Au delà de l'uchronie, ce n'est finalement pas un roman de SF - pas comme "Le Maître du Haut-Chateau" par exemple, son modèle évident, qui ancrait son univers parallèle dans un monde SF. Là, ce sont les années 60 et 70 alternatives qui sont décrites, avec la même précision que le ferait un historien de "nos" années 60 et 70.

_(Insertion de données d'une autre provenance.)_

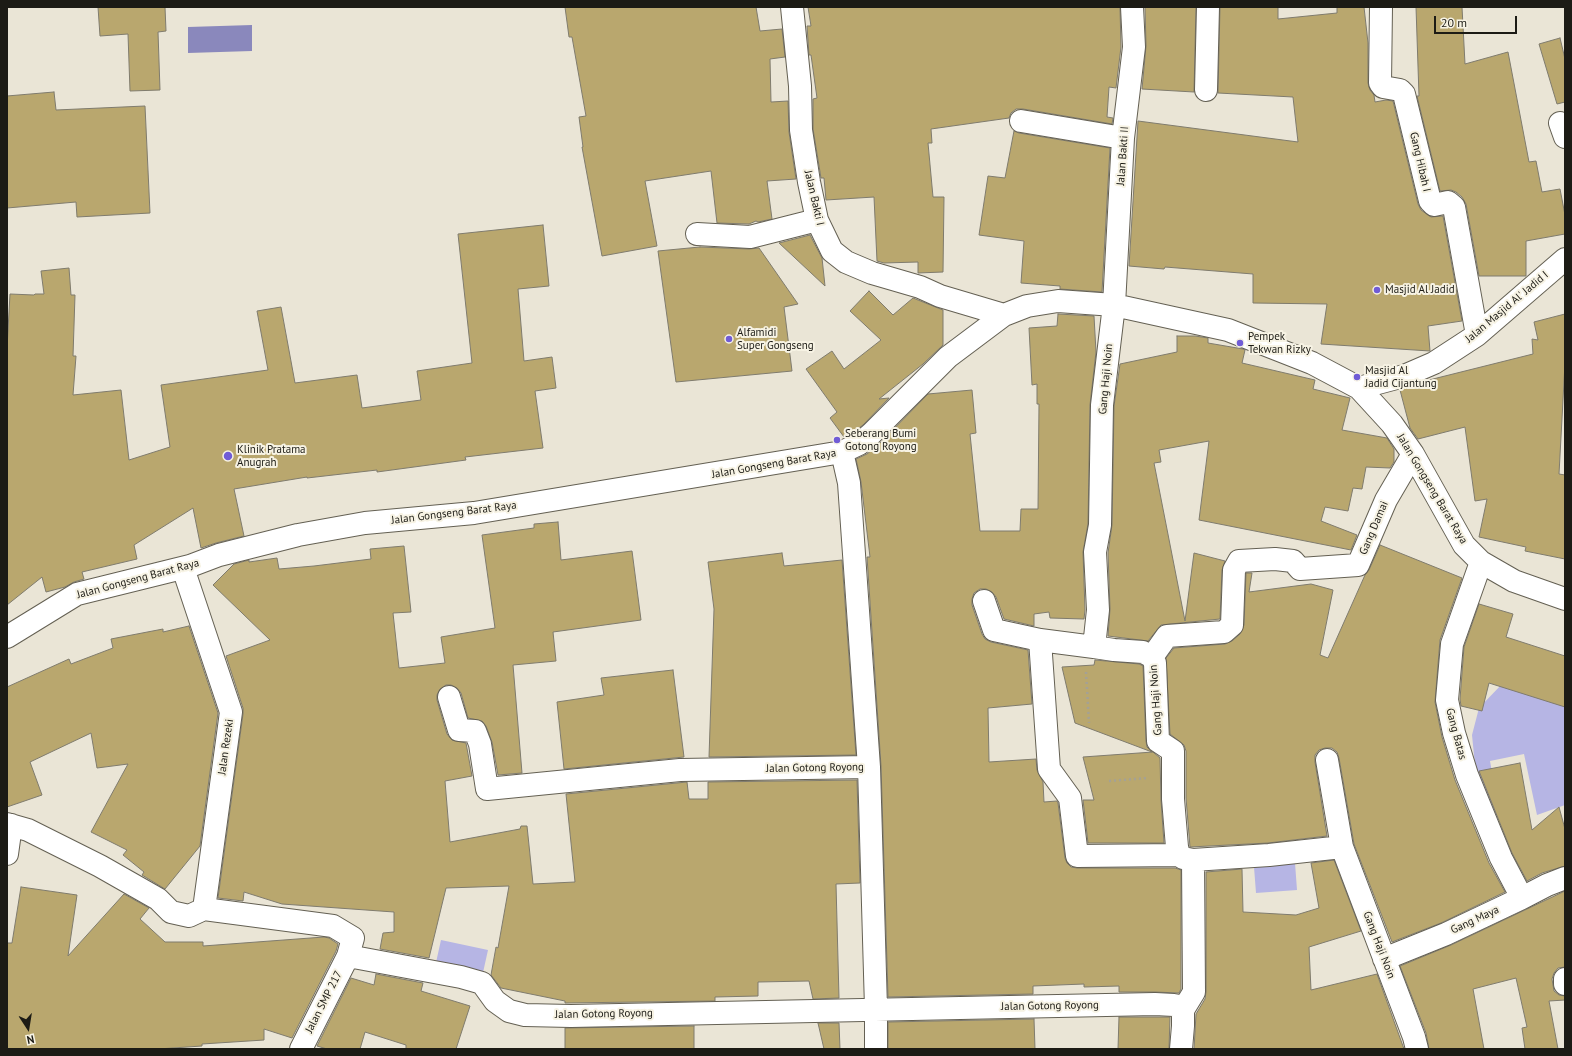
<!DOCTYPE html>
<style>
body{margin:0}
#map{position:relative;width:1572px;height:1056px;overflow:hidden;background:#eae5d6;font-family:"PT Sans",sans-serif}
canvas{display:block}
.frame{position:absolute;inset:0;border:8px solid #1c1b15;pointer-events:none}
.north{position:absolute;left:8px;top:1008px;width:40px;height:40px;-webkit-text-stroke:3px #f7f3e4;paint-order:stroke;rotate:168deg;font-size:11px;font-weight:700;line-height:16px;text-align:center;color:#1c1b15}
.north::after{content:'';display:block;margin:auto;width:14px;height:18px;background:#1c1b15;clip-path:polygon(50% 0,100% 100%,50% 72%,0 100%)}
.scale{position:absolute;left:1434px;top:16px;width:83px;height:18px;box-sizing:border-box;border:2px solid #1c1b15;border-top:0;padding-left:5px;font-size:12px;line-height:14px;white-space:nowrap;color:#1c1b15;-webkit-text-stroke:3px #f7f3e4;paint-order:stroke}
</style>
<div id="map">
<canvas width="1572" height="1056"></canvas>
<div class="frame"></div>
<div class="north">N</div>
<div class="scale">20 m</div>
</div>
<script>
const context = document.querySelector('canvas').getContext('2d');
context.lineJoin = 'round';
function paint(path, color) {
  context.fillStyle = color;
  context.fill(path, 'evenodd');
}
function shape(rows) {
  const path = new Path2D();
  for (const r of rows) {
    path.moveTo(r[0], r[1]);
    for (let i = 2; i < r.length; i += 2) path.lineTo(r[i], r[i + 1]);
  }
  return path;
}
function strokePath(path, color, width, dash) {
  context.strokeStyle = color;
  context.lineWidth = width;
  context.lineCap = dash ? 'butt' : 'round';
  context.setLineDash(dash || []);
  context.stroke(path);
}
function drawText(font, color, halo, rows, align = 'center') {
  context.font = font + ' "PT Sans",sans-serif';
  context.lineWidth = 4;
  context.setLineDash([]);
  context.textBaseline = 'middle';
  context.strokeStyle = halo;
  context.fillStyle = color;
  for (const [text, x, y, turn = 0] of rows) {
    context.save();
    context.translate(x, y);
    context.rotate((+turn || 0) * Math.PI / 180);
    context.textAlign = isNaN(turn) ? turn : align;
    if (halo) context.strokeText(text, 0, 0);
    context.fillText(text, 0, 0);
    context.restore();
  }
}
const green = shape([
 [1503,683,1565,698,1565,805,1537,815,1524,754,1490,761,1500,817,1489,820,1476,775,1472,735,1479,708],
 [1295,863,1297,890,1256,893,1254,867],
 [441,940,488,950,482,977,435,967]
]);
const water = shape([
 [252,25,252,51,188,53,188,27]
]);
const building = shape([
 [98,7,165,7,166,31,158,32,160,90,130,91,128,34,100,36,98,7],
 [565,7,756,7,760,31,782,29,785,57,770,59,771,102,788,101,789,132,796,179,767,181,772,219,758,222,756,221,749,224,717,223,711,171,645,181,657,246,602,256,582,147,583,147,579,117,586,116,572,37,569,37,565,7],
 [808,7,1120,7,1121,47,1116,88,1109,87,1107,117,1113,118,1112,124,1023,109,1016,109,1011,113,1009,118,931,129,932,143,928,143,933,197,944,197,943,272,918,273,918,262,884,263,877,261,874,197,826,200,824,178,821,178,813,129,813,99,817,98,811,55,809,55,807,26,811,26,808,7],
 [1145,7,1196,7,1194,92,1142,89,1146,46,1145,7],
 [1220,7,1278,7,1278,19,1337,13,1337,7,1364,7,1368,43,1368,83,1370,90,1374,95,1375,102,1386,100,1393,101,1418,204,1421,210,1431,217,1443,216,1462,321,1428,326,1430,351,1321,344,1327,304,1253,303,1253,274,1165,267,1164,269,1129,266,1138,121,1298,142,1293,97,1218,93,1220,7],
 [1416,7,1462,7,1465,64,1508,52,1529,162,1536,161,1542,192,1560,189,1565,215,1565,234,1526,241,1526,276,1479,276,1466,204,1462,197,1456,192,1451,190,1440,191,1417,96,1419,96,1416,7],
 [1560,38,1565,59,1565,102,1557,104,1539,44,1560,38],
 [54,92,56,110,145,106,150,213,77,217,76,202,7,208,7,96,54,92],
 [1014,131,1019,133,1110,148,1102,292,1060,289,1060,286,1021,283,1024,241,979,235,988,176,1005,178,1014,131],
 [543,225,549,286,518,289,524,361,552,357,556,388,535,391,543,448,465,457,466,460,377,472,377,470,307,478,307,477,234,489,244,536,216,543,201,548,193,508,134,545,137,559,82,572,84,579,74,582,65,587,46,592,42,577,7,605,7,348,10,294,34,295,35,294,44,294,41,271,69,268,71,295,75,295,73,356,76,356,73,395,121,390,129,460,170,447,161,385,268,370,257,311,281,307,295,383,357,375,362,408,421,400,417,371,472,363,458,234,543,225],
 [810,235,822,258,825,286,779,243,810,235],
 [700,247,749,249,759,248,798,304,784,307,792,371,676,382,658,251,700,247],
 [869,291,893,315,913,298,943,310,943,345,923,364,879,399,889,398,863,425,852,433,844,437,830,418,837,412,806,369,832,351,844,369,881,340,850,311,869,291],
 [1058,314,1094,316,1096,352,1090,405,1088,524,1083,552,1085,610,1084,619,1050,618,1049,612,1034,614,1034,626,1004,619,996,597,992,592,986,589,980,589,974,593,972,599,972,605,982,634,985,639,991,642,1028,650,1032,704,988,708,989,762,1036,759,1037,770,1043,782,1044,802,1057,801,1058,803,1065,858,1067,863,1071,867,1077,868,1175,868,1181,870,1181,989,1179,993,1155,992,1119,992,1119,986,1084,987,1084,984,1033,986,1033,994,888,997,881,766,867,557,870,557,861,482,856,459,867,454,879,444,928,394,972,390,976,433,970,434,980,531,1020,531,1021,509,1038,509,1039,404,1037,404,1037,384,1032,385,1029,328,1057,326,1058,314],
 [1565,314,1565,363,1559,474,1565,475,1565,559,1525,551,1526,547,1479,537,1487,499,1475,501,1465,427,1418,439,1410,428,1400,390,1421,382,1533,354,1532,339,1538,340,1534,322,1565,314],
 [1177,336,1195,336,1208,338,1208,343,1243,349,1245,350,1242,363,1315,380,1313,389,1350,398,1342,430,1387,438,1394,449,1394,462,1390,468,1366,467,1362,489,1353,488,1348,511,1325,507,1321,521,1357,535,1351,550,1199,520,1209,441,1159,450,1161,462,1154,463,1185,621,1194,553,1225,561,1222,570,1220,619,1161,625,1148,641,1108,636,1110,609,1108,553,1112,525,1114,406,1120,364,1177,352,1177,336],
 [558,522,561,560,632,551,641,620,553,632,556,661,513,665,522,773,498,775,492,742,486,726,482,721,468,718,461,693,457,688,451,685,446,685,440,689,437,695,437,700,447,734,452,740,466,743,472,776,445,781,450,842,520,829,521,826,527,826,533,884,575,882,566,794,687,782,689,799,708,799,708,782,857,780,860,883,836,884,839,998,813,999,809,981,758,982,758,996,715,997,715,1001,565,1003,565,1001,501,988,491,975,496,947,498,948,509,886,446,888,429,958,380,949,383,933,394,932,394,912,282,904,244,892,243,901,218,898,243,714,243,708,226,656,270,640,213,585,234,564,249,560,249,562,277,558,279,569,314,566,371,559,370,549,404,546,411,612,393,613,399,668,445,663,441,637,495,628,482,535,534,528,534,524,558,522],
 [1380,545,1462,578,1440,640,1435,702,1442,737,1455,780,1489,863,1505,892,1441,923,1392,942,1354,844,1339,758,1337,752,1332,748,1325,748,1319,750,1315,755,1315,762,1327,836,1268,843,1190,847,1186,798,1186,751,1184,745,1170,734,1166,658,1174,648,1225,644,1232,641,1240,634,1244,625,1246,573,1252,573,1249,592,1311,584,1333,590,1320,655,1328,658,1365,575,1369,570,1380,545],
 [782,553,784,566,842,560,856,755,709,757,714,609,708,562,782,553],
 [1479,604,1513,614,1506,637,1565,656,1565,707,1489,683,1482,711,1461,706,1460,699,1464,647,1479,604],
 [189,626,218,713,200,846,165,889,142,875,144,872,123,855,127,850,91,832,128,764,97,768,91,733,30,762,42,795,7,807,7,687,69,659,71,664,113,648,111,639,163,629,163,632,189,626],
 [1095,660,1139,664,1143,666,1146,741,1147,747,1152,752,1075,723,1062,667,1094,665,1095,660],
 [673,670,684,757,564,769,557,702,604,695,601,678,673,670],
 [1153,752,1160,758,1161,800,1164,843,1088,843,1083,800,1094,800,1083,757,1153,752],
 [1520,763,1532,830,1559,807,1565,829,1565,866,1542,873,1527,881,1512,853,1479,771,1520,763],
 [1334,860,1361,931,1309,947,1311,990,1377,974,1404,1049,1194,1049,1196,1014,1205,999,1206,992,1206,872,1242,869,1243,912,1296,915,1319,908,1311,863,1334,860],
 [21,887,77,895,68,956,124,894,149,908,140,919,165,942,203,942,203,946,324,937,329,938,338,944,336,951,292,1038,264,1029,264,1040,202,1044,202,1046,158,1049,7,1049,7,943,12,943,21,887],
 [1565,891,1565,967,1558,968,1554,973,1552,979,1554,991,1559,995,1565,996,1565,1000,1549,1001,1558,1049,1525,1049,1522,1028,1527,1027,1516,978,1473,989,1484,1049,1429,1049,1426,1033,1400,966,1451,945,1565,891],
 [376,974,423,983,421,991,470,1006,456,1049,406,1049,406,1045,365,1032,360,1049,327,1049,317,1046,351,978,374,985,376,974],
 [1119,1017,1170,1017,1169,1049,1118,1049,1119,1017],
 [1034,1019,1035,1049,888,1049,888,1022,1034,1019],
 [818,1023,839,1023,840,1049,824,1049,818,1023],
 [694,1026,694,1049,565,1049,565,1028,694,1026]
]);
const path = shape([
 [1086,672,1089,723],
 [1109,781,1148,778]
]);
const minor = shape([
 [792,7,800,86,801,130,809,182,817,220,832,251,846,262,872,273,920,287,940,296,1004,315],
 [1132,7,1134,47,1123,138,1114,305,1102,405,1100,525,1095,552,1098,610,1094,647,1114,650,1143,652,1152,657,1155,663,1158,741,1173,751,1173,799,1177,847,1179,855,1183,858,1193,860,1269,855,1342,847,1414,1037,1417,1049],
 [1381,7,1380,83,1383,87,1400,90,1404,94,1430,201,1434,205,1448,202,1454,207,1477,335],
 [1206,90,1208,7],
 [1021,121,1123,138],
 [1560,123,1565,137],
 [697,234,750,237,817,220],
 [1359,388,1404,376,1434,363,1477,335,1565,259],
 [842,452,849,483,869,767,876,1008,876,1049],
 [1481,562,1452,644,1447,700,1454,733,1467,775,1501,858,1522,898],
 [984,601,994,630,1040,640,1094,647],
 [7,637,77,594,190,566,219,555,298,535,365,523,474,513,842,452,859,444,871,434,948,357,1004,315,1027,306,1058,301,1114,305,1228,330,1312,363,1359,388,1392,424,1413,454,1464,545,1481,562,1514,581,1565,599],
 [1040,640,1049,769,1070,798,1077,856,1179,855],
 [1152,657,1167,636,1224,632,1232,625,1234,570,1239,561,1275,559,1293,561,1300,569,1358,565,1386,500,1413,454],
 [449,697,459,730,475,731,480,744,487,789,680,770,869,767],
 [1327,760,1342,847],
 [7,824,28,830,100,866,158,899,171,912,189,916,204,909,231,712,183,568],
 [7,854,11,825],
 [204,909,333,926,353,938,348,956,301,1049],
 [348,956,461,977,482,983,495,1001,509,1011,525,1015,571,1016,1155,1004,1174,1005,1180,1006,1183,1010,1183,1026,1181,1049],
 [1384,959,1446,934,1522,898,1547,885,1565,878],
 [1565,979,1565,984],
 [1183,1010,1194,992,1193,860]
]);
const markers = [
 [1377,290,4,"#705cd6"],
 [729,339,4,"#705cd6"],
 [1240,343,4,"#705cd6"],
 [1357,377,4,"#705cd6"],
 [837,440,4,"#705cd6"],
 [228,456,5,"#705cd6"]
];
const streetNames = [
 ["Jalan Bakti II",1123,156,-86],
 ["Gang Hibah I",1420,162,77],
 ["Jalan Bakti I",814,198,77],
 ["Jalan Masjid Al' Jadid I",1507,307,-40],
 ["Gang Haji Noin",1106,379,-85],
 ["Jalan Gongseng Barat Raya",774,464,-10],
 ["Jalan Gongseng Barat Raya",1432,489,59],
 ["Jalan Gongseng Barat Raya",454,513,-7],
 ["Gang Damai",1374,528,-67],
 ["Jalan Gongseng Barat Raya",138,579,-15],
 ["Gang Haji Noin",1156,700,-94],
 ["Gang Batas",1456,734,75],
 ["Jalan Rezeki",226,747,-82],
 ["Jalan Gotong Royong",815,768,-1],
 ["Gang Maya",1475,920,-25],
 ["Gang Haji Noin",1379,945,69],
 ["Jalan SMP 217",324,1002,-63],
 ["Jalan Gotong Royong",1050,1006,-1],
 ["Jalan Gotong Royong",604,1014,-1]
];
const poiNames = [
 ["Masjid Al Jadid",1385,290],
 ["Alfamidi",737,333],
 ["Super Gongseng",737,346],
 ["Pempek",1248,337],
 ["Tekwan Rizky",1248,350],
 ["Masjid Al",1365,371],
 ["Jadid Cijantung",1365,384],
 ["Seberang Bumi",845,434],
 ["Gotong Royong",845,447],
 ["Klinik Pratama",237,450],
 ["Anugrah",237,463]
];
paint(green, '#b6b5e4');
paint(water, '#8a88bc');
paint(building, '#b9a76e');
strokePath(building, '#7f7b6d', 1);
strokePath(minor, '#646053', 24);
strokePath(path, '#a4a195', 2.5, [2, 3]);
strokePath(minor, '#fff', 22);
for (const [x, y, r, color] of markers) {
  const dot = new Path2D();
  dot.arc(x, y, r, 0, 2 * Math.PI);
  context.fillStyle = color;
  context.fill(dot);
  strokePath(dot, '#f7f3e4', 1.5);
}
drawText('11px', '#1c1b15', '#f7f3e4', streetNames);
drawText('11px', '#1c1b15', '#f7f3e4', poiNames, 'left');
</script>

Si la guerre d'Algérie et la musique sont les thèmes principaux du livre, Wagner en brasse nombre d'autres au gré d'un livre très politique et social. Son monde lui permet évidemment de parler du notre - du racisme, de l'islam, de la guerre froide, des utopies, de la perte des repères et des valeurs, du passage à l'âge adulte, de la drogue, du psychédélisme, du rock, du punk, des évolutions technologiques, du téléchargement, des CD vs vinyl, et de bien d'autres choses encore. On y croise un Kennedy pas assassiné, un Albert Camus pas accidenté, Timothy Leary en exil à Biarritz, la course à la lune gagnée par les russes, Johnny Hallyday mort dans un attentat en Algérie en 65, un clône d'Hendrix, des Yardbirds plus célèbres que les Beatles qui ont splitté après deux 45 tours, une France tombée sous la dictature dans les années 70, une Commune d'Alger...
C'est tellement plein de bonnes choses que je ne peux pas en rendre compte ici; lisez le, c'est tout !
Du coup, j'enchaîne directement avec Le train de la réalité, et les morts du Général, pour le coup le véritable dernier livre écrit par Wagner. Un ensemble de textes éclatés situés dans le même univers que "Rêves de Gloire", qui reviennent sur certains aspects de l'histoire et ajoutent de nouveaux personnages et éléments à cette fresque déjà foisonnante.
De quoi prolonger encore un peu la visite de cette Algérie alternative absolument fascinante.
La critique de Bifrost, avec laquelle je suis 100% d'accord (et qui le dit mieux que moi).
Quand Roland C. Wagner décide de donner corps à ce qui est sans doute le plus ancien et le plus longuement mûri de ses projets, il n’y va pas avec le dos de la cuiller : fort de ses sept cents pages, Rêves de Gloire s’impose enfin sur les tables des librairies. La taille, pourtant, est bien la moins impressionnante des qualités de cette uchronie magistrale, la première à se pencher sur la guerre d’Algérie — et sur la France de ces cinquante dernières années.
De nos jours, à Alger, un collectionneur de disques découvre sur un site de vente aux enchères l’existence d’une pièce rare, l’unique 45 tours des improbables Glorieux Fellaghas. La quête de ce graal et les mystères qui l’entourent vont le pousser à s’intéresser de près aux évènements qui, de l’aube des années soixante à la fin des soixante-dix, ont régi les relations de la France, de l’Algérie et… de l’Algérois.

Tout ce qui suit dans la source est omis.